State: So what is the next thing that you remember about Larry Keele?
Witness: The next thing?
State: Uh-huh.
Witness: Well, time went by. And I figured, you know, he was so busy with other things. I hadn't seen him too often.
But he came by. And it was, I want to say, Tuesday, because my husband was taking English at the high school. And he came by, and he was very depressed.
I mean, really, — I mean like, his mind wasn't even there. I talked to him, and I would go (descriptive sound). "I am talking to you, Larry." You know, and he — and I would go, "What's the matter?"
And he says, "I am not sure who reported me, but someone reported to Child Human Resources that I was around Lizzy a lot."
And I go, "So, what is so big about that?" And I said, "Huh-uh. Come on, don't tell me because you have that case pending" —
Defense: Objection.
Witness: — "you know, the attempted rape."
Defense: Objection
Court: Sustained
State: Okay. Listen to the question that I asked you.
Witness: Uh-huh.
State: Okay?
Witness: Uh-huh.
State: All right.
Witness: You asked me when was the next time I saw him.
State: When was the next time you saw him?
Witness: That is when I saw him.
State: He came to your house?
Witness: Uh-huh.
State: Okay. Did you-all do anything after he came to your house?
Witness: Yes. I told him, "My husband is going to go to school, and I will talk to you. And we can go to, like, Luby's, or anyplace you want to meet, and I will talk to you and see what all this is about."
At this point, defense counsel moved for a mistrial; and the State assured the court that it had properly instructed the witness regarding extraneous offenses. The trial judge denied the motion, stating as follows: I believe that the jury might very well believe that that reference was to this case. And if we — if I — I don't even want to instruct them. Because if I instruct them, it is going to, I think, suggest to them that it is not about this case, but about some other case. The court then admonished the witness to answer only the questions asked. Keele does not complain of the trial court's decision to not give a curative instruction; he complains only of the trial court's denial of his motion for a mistrial and his motion for a new trial. Under these circumstances, we hold the trial court did not abuse its discretion in denying Keele's motions. The reference to the extraneous offense of attempted rape was unresponsive and fleeting; the trial court promptly sustained Keele's objections; and the effect of the inadmissible testimony was undoubtedly dissipated during the innocuous questioning that occurred between defense counsel's objections and his request for a mistrial. And, as the experienced trial judge noted, it may well be that the jurors mistakenly understood the reference to be the case on trial, even though this would have been illogical given the context of the statement, as Keele argues. The trial court's judgment is affirmed.


Summaries of

Keele v. State

Court of Appeals of Texas, Fourth District, San Antonio
May 14, 2003
No. 04-02-00132-CR (Tex. App. May. 14, 2003)

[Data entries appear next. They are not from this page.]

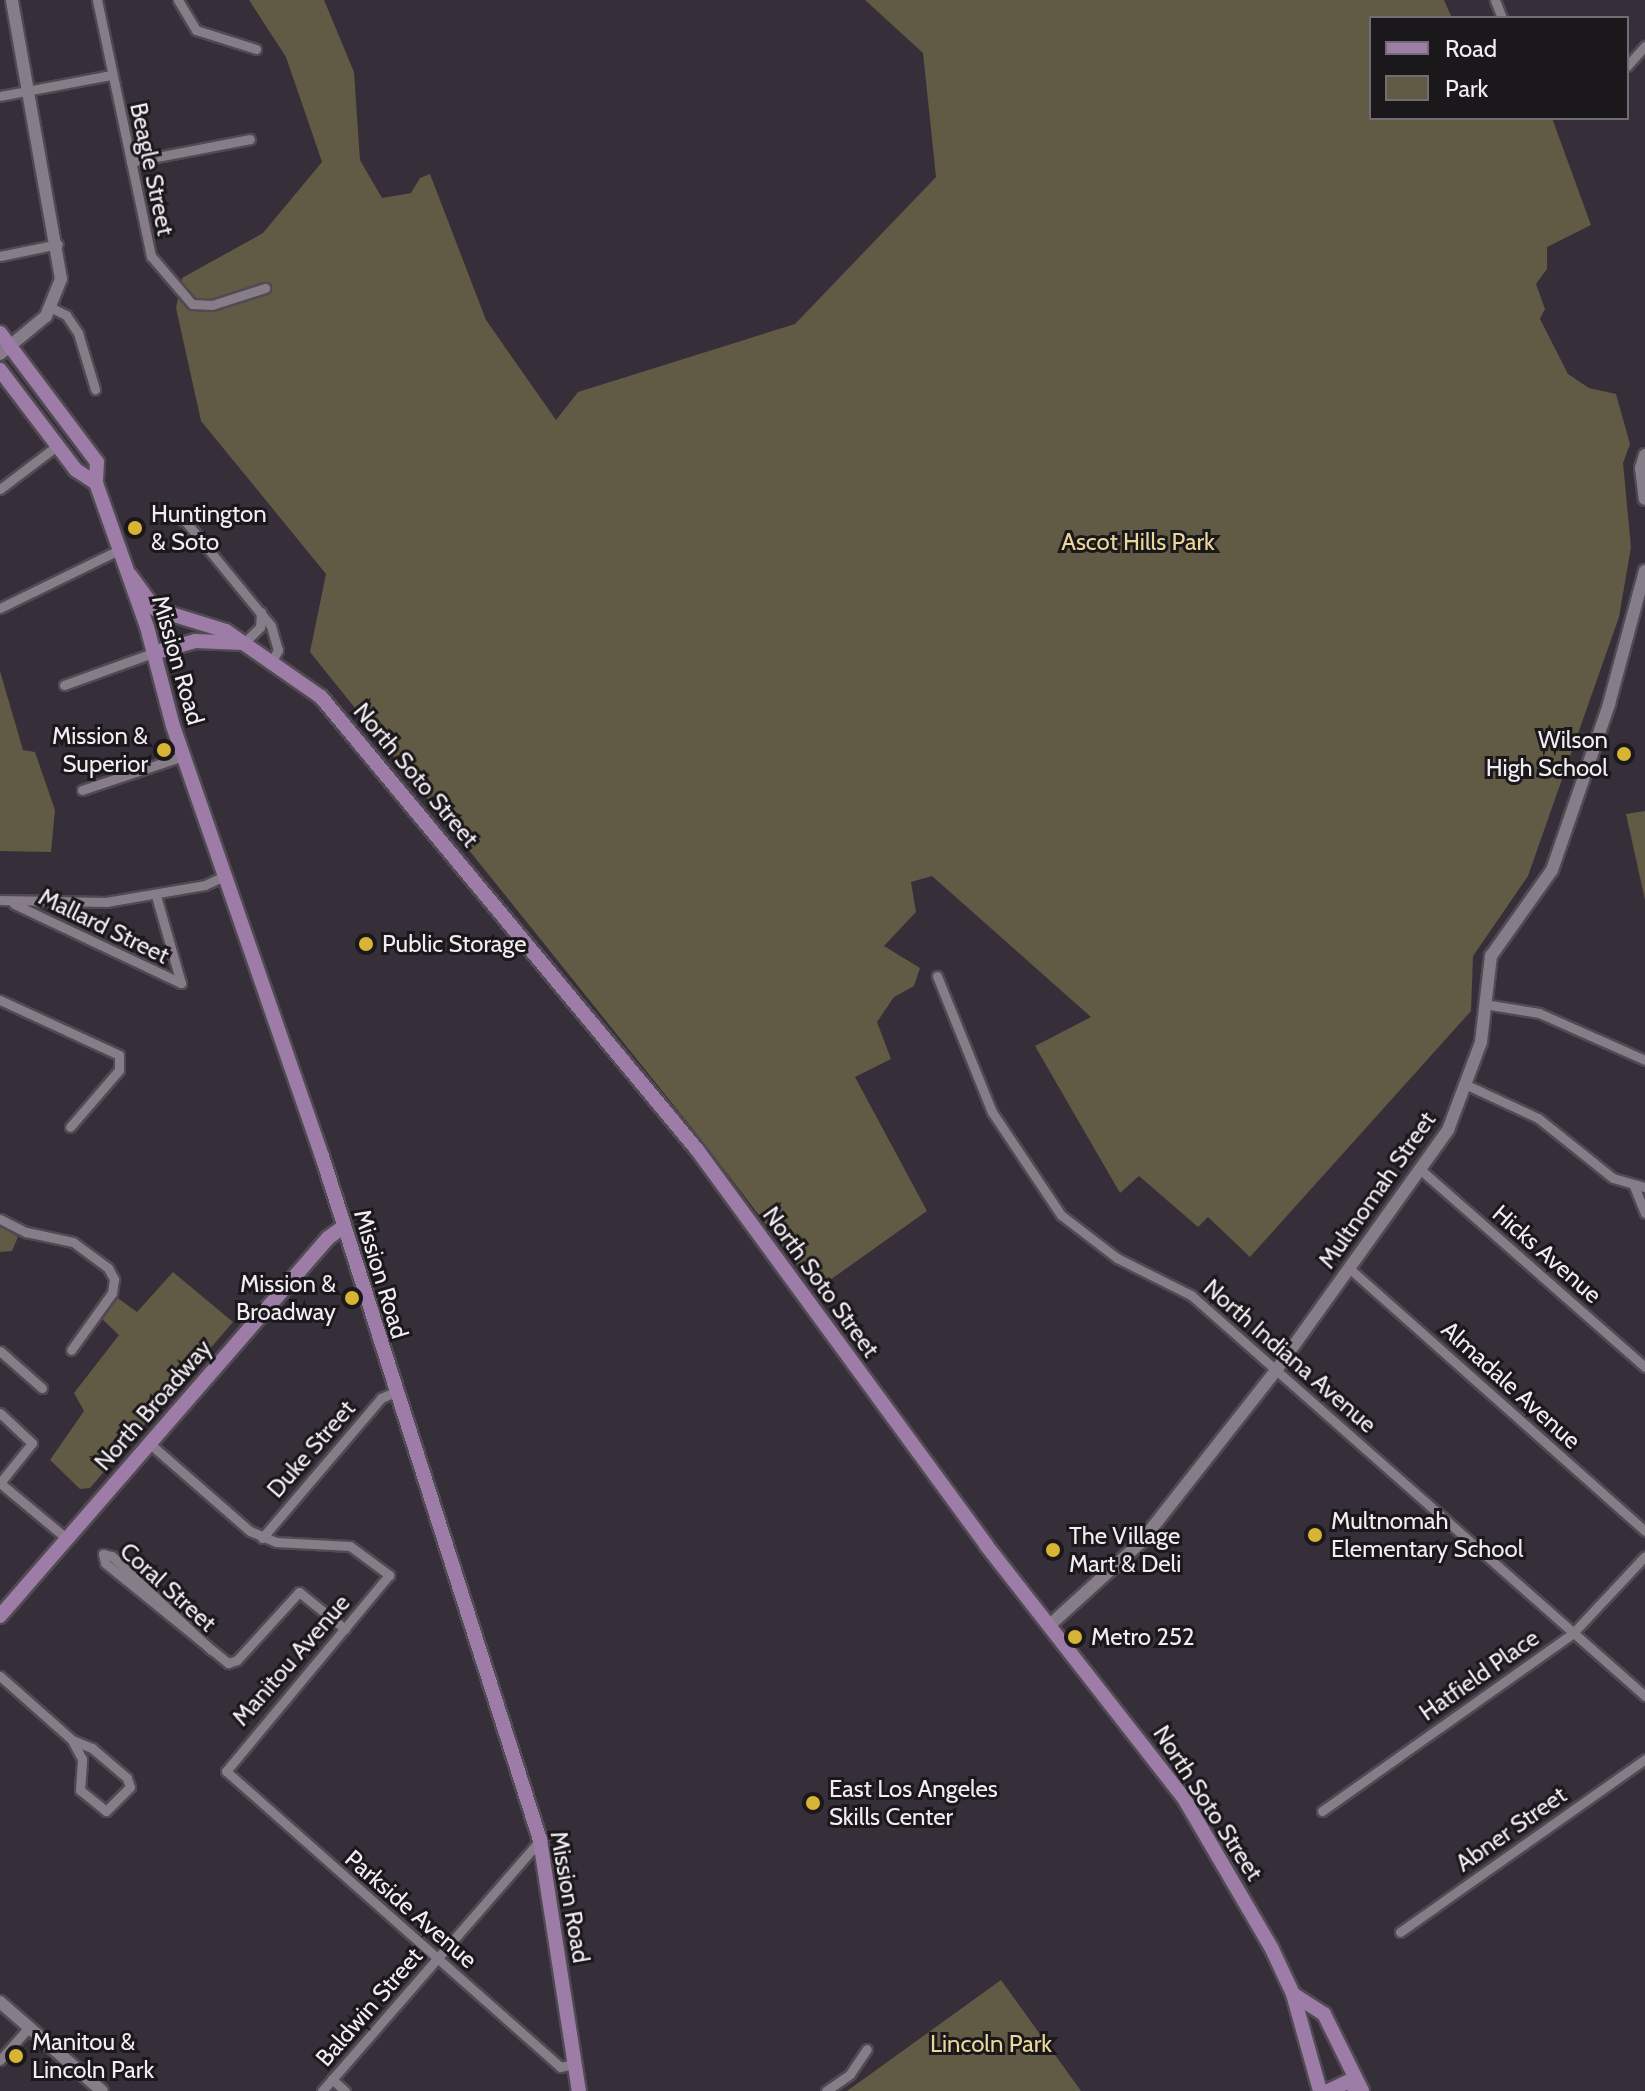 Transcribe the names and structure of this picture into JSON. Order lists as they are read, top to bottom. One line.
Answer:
{"streets":{"main road":["Mission Road","North Soto Street","North Broadway"],"street":["Beagle Street","Mallard Street","Multnomah Street","Hicks Avenue","North Indiana Avenue","Almadale Avenue","Duke Street","Coral Street","Manitou Avenue","Hatfield Place","Abner Street","Parkside Avenue","Baldwin Street"]},"crossings":[["Mission Road","North Soto Street"],["Mission Road","North Broadway"],["Mission Road","Duke Street"],["Mission Road","Parkside Avenue"],["Mission Road","Baldwin Street"],["North Soto Street","Multnomah Street"],["Multnomah Street","Hicks Avenue"],["Multnomah Street","North Indiana Avenue"],["Multnomah Street","Almadale Avenue"],["North Indiana Avenue","Hatfield Place"],["Duke Street","Manitou Avenue"],["Coral Street","Manitou Avenue"],["Manitou Avenue","Parkside Avenue"],["Parkside Avenue","Baldwin Street"]],"parks":["Ascot Hills Park","Lincoln Park"],"places":["Huntington & Soto","Mission & Superior","Wilson High School","Public Storage","Mission & Broadway","Multnomah Elementary School","The Village Mart & Deli","Metro 252","East Los Angeles Skills Center","Manitou & Lincoln Park"],"legend":["Road","Park"]} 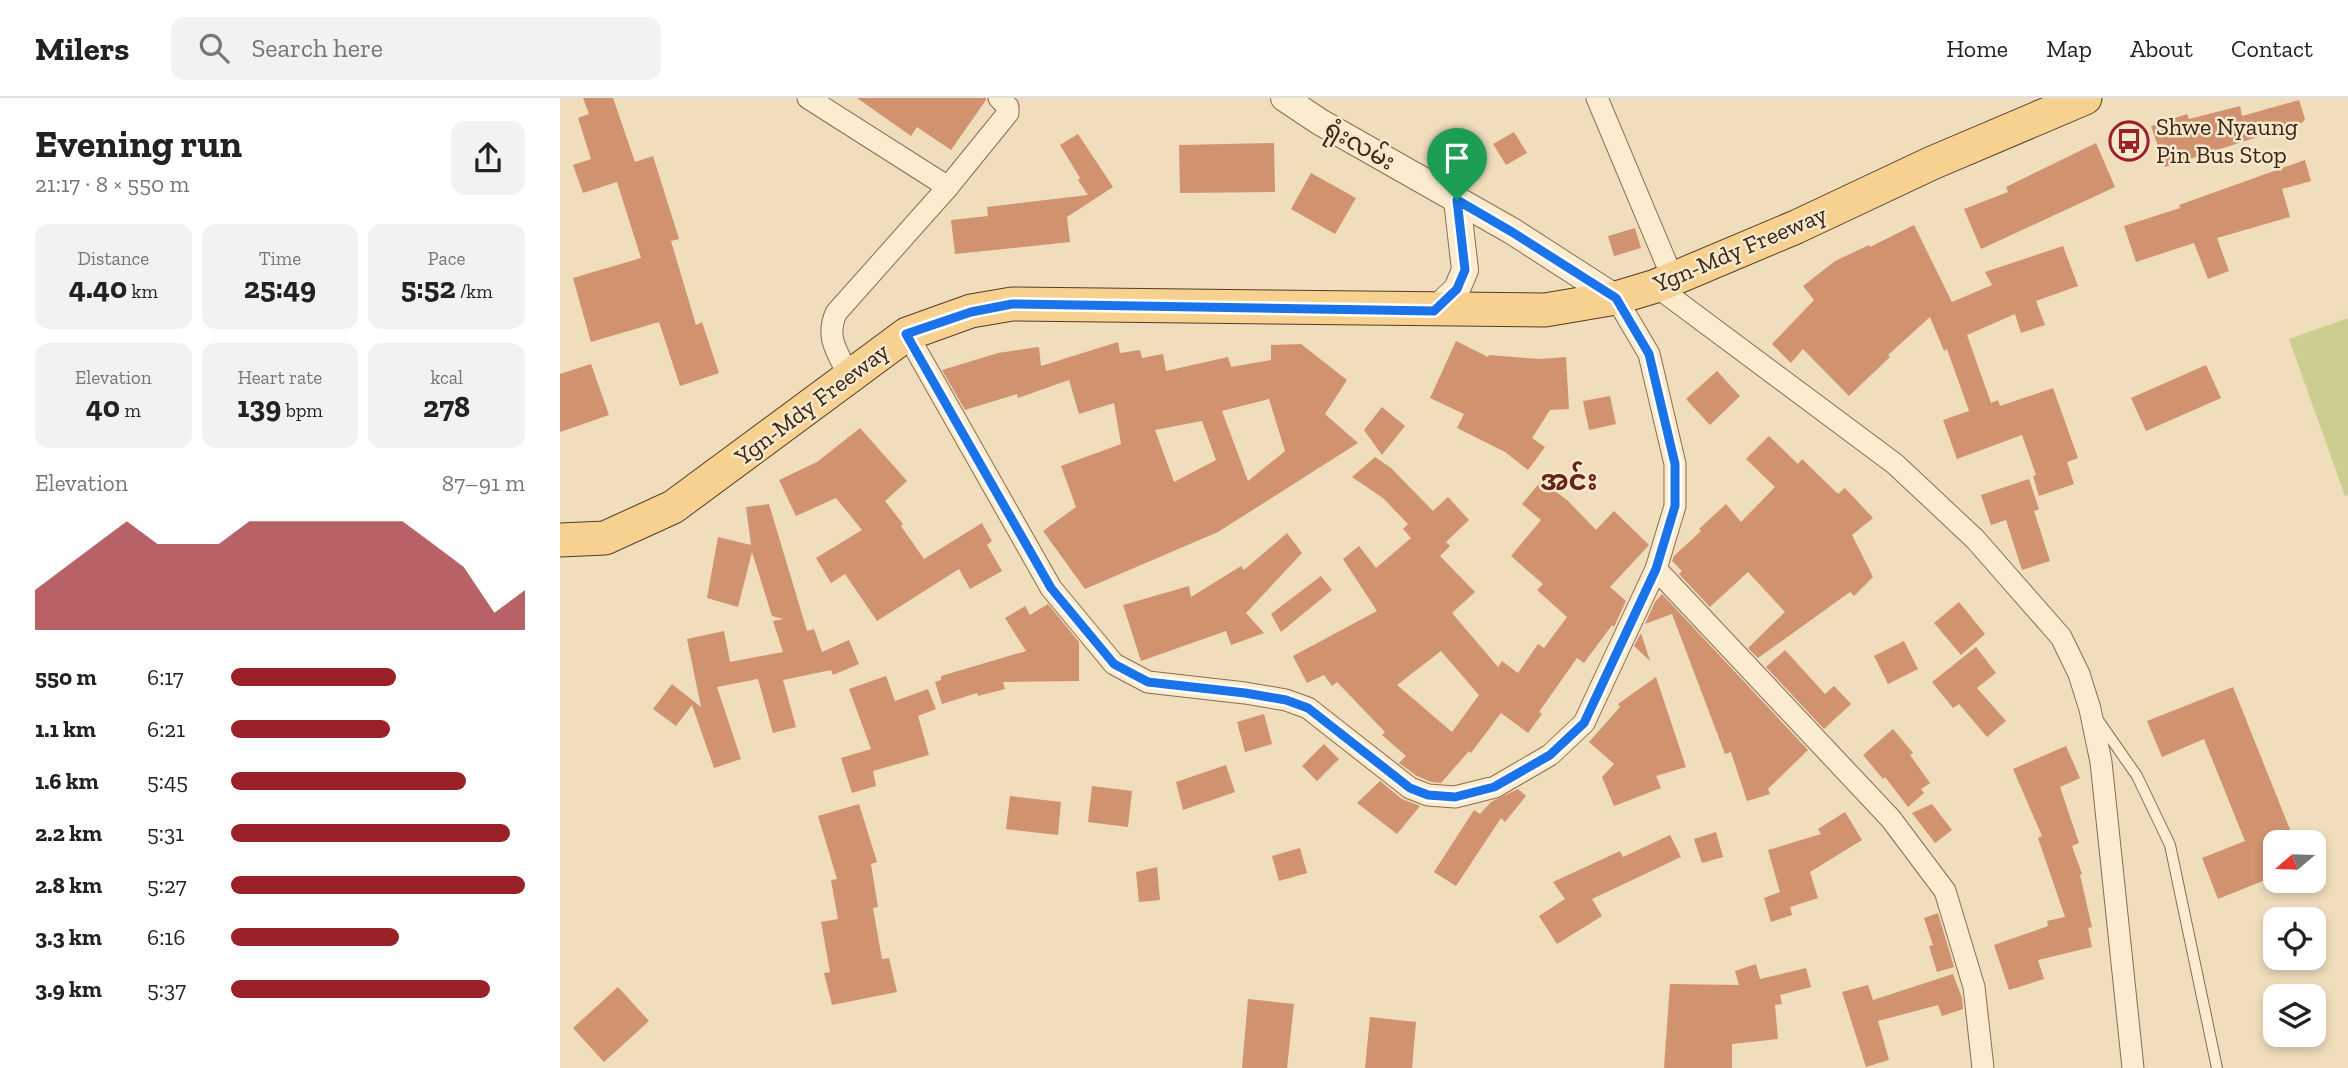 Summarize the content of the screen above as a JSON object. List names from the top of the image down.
{
  "streets": {
    "main road": ["Ygn-Mdy Freeway"],
    "street": ["ရုံးလမ်း"]
  },
  "crossings": [
    ["ရုံးလမ်း", "Ygn-Mdy Freeway"]
  ],
  "districts": ["အင်း"],
  "places": {
    "bus stop": ["Shwe Nyaung Pin Bus Stop"]
  },
  "north": "left",
  "page": {
    "header": "Milers",
    "search": "Search here",
    "nav": [
      "Home",
      "Map",
      "About",
      "Contact"
    ],
    "heading": ["Evening run", "21:17 · 8 × 550 m"],
    "stats": [
      ["Distance", "4.40 km"],
      ["Time", "25:49"],
      ["Pace", "5:52 /km"],
      ["Elevation", "40 m"],
      ["Heart rate", "139 bpm"],
      ["kcal", "278"]
    ],
    "chart": ["Elevation", "87–91 m"],
    "list": [
      {
        "name": "550 m",
        "note": "6:17"
      },
      {
        "name": "1.1 km",
        "note": "6:21"
      },
      {
        "name": "1.6 km",
        "note": "5:45"
      },
      {
        "name": "2.2 km",
        "note": "5:31"
      },
      {
        "name": "2.8 km",
        "note": "5:27"
      },
      {
        "name": "3.3 km",
        "note": "6:16"
      },
      {
        "name": "3.9 km",
        "note": "5:37"
      }
    ]
  }
} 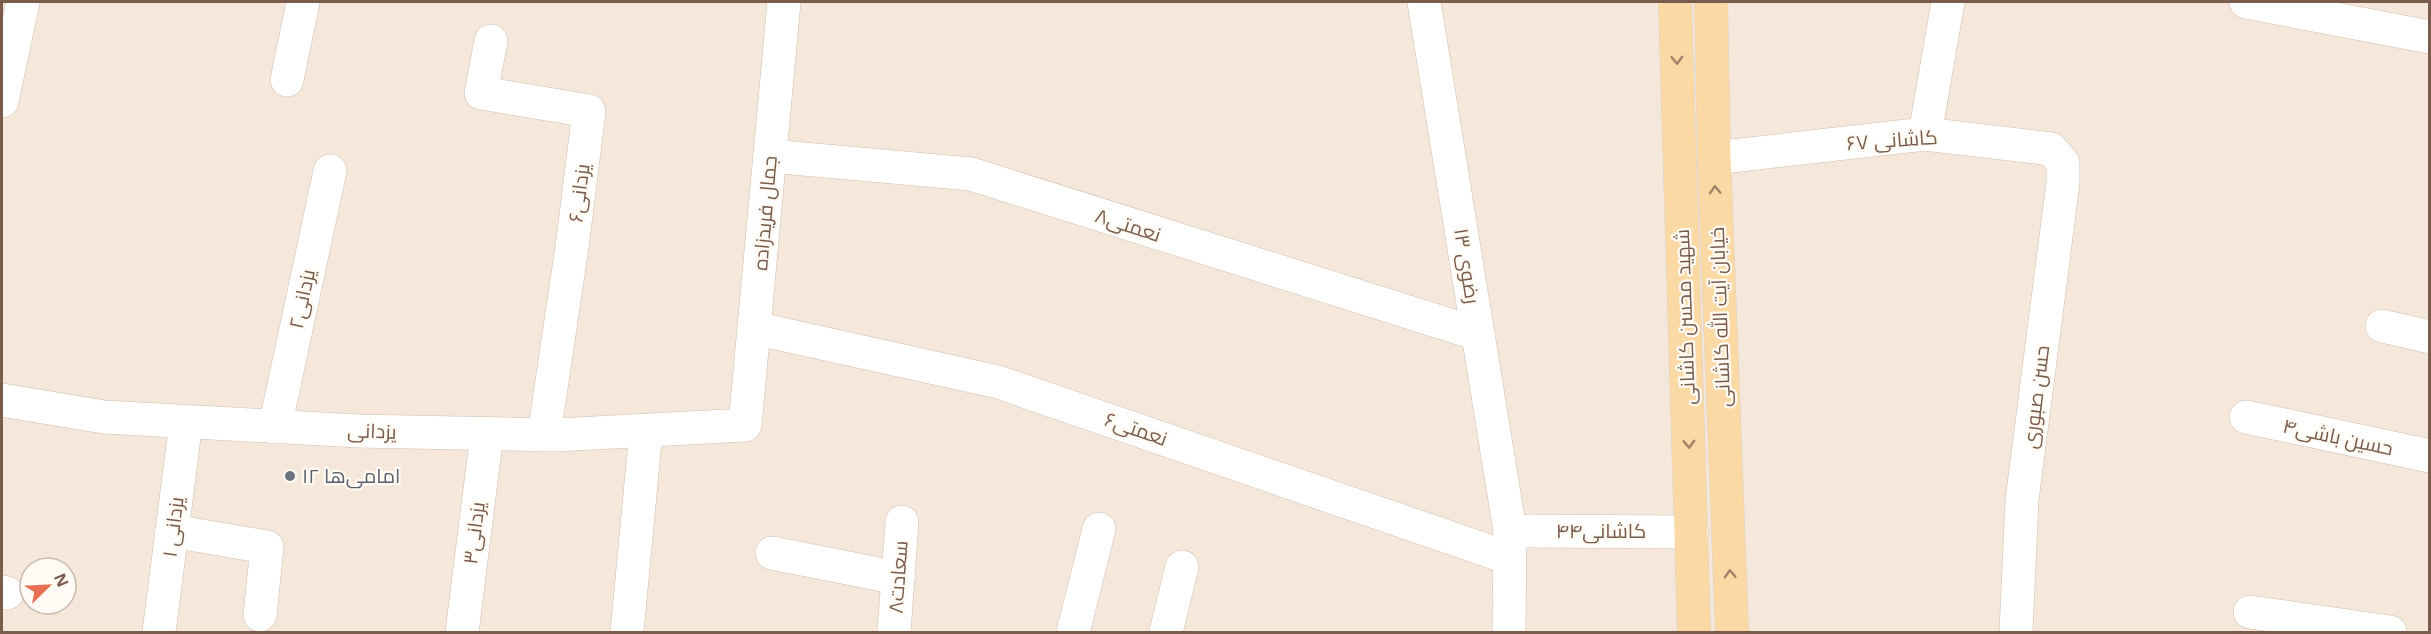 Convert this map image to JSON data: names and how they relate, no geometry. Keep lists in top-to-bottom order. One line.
{"streets":{"main road":["شهید محسن کاشانی","خیابان آیت الله کاشانی"],"street":["کاشانی ۶۷","یزدانی۶","جمال فریدزاده","نعمتی۸","رضوی ۱۳","یزدانی۲","حسن صبوری","نعمتی۶","یزدانی","حسین باشی۴","یزدانی ۱","کاشانی۴۴","یزدانی۳","سعادت۸"]},"crossings":[["کاشانی ۶۷","خیابان آیت الله کاشانی"],["کاشانی ۶۷","حسن صبوری"],["یزدانی۶","یزدانی"],["جمال فریدزاده","نعمتی۸"],["جمال فریدزاده","نعمتی۶"],["جمال فریدزاده","یزدانی"],["نعمتی۸","رضوی ۱۳"],["رضوی ۱۳","نعمتی۶"],["رضوی ۱۳","کاشانی۴۴"],["یزدانی۲","یزدانی"],["شهید محسن کاشانی","کاشانی۴۴"],["نعمتی۶","کاشانی۴۴"],["یزدانی","یزدانی ۱"],["یزدانی","یزدانی۳"]],"one_way":["شهید محسن کاشانی","خیابان آیت الله کاشانی"],"places":["۱۲ امامی‌ها"],"north":"top right"}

holding requisite intent could be inferred from evidence of repeated sexual contact, threats to rape the victim if she told anyone, and defendant's love letters to the victim

Summary of this case from In Matter of D.B.
Case details for

Keele v. State

Case Details

Full title:Larry KEELE, Appellant v. The STATE of Texas, Appellee

Court:Court of Appeals of Texas, Fourth District, San Antonio

Date published: May 14, 2003

Citations

No. 04-02-00132-CR (Tex. App. May. 14, 2003)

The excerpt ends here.